> **Data section**

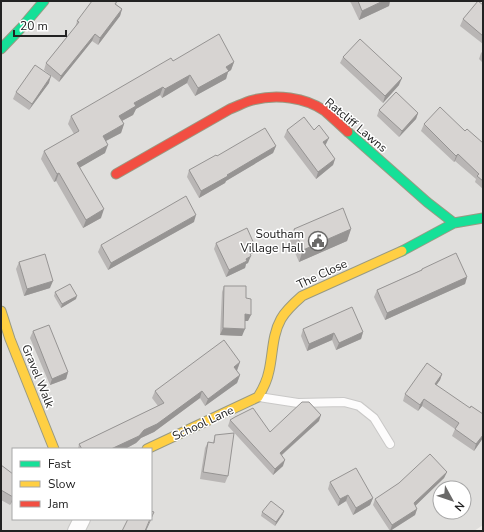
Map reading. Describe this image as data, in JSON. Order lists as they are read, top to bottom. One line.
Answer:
{"streets":{"street":["Ratcliff Lawns","The Close","Gravel Walk","School Lane"]},"crossings":[["Ratcliff Lawns","The Close"],["The Close","School Lane"]],"places":{"public building":["Southam Village Hall"]},"legend":["Fast","Slow","Jam"],"scale_bar":"20 m","north":"bottom right"}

> **What to produce**
Return the data above unchanged. Pictures are not part of the copy.

> **Completed exercise**
Map reading. Describe this image as data, in JSON. Order lists as they are read, top to bottom. One line.
Answer:
{"streets":{"street":["Ratcliff Lawns","The Close","Gravel Walk","School Lane"]},"crossings":[["Ratcliff Lawns","The Close"],["The Close","School Lane"]],"places":{"public building":["Southam Village Hall"]},"legend":["Fast","Slow","Jam"],"scale_bar":"20 m","north":"bottom right"}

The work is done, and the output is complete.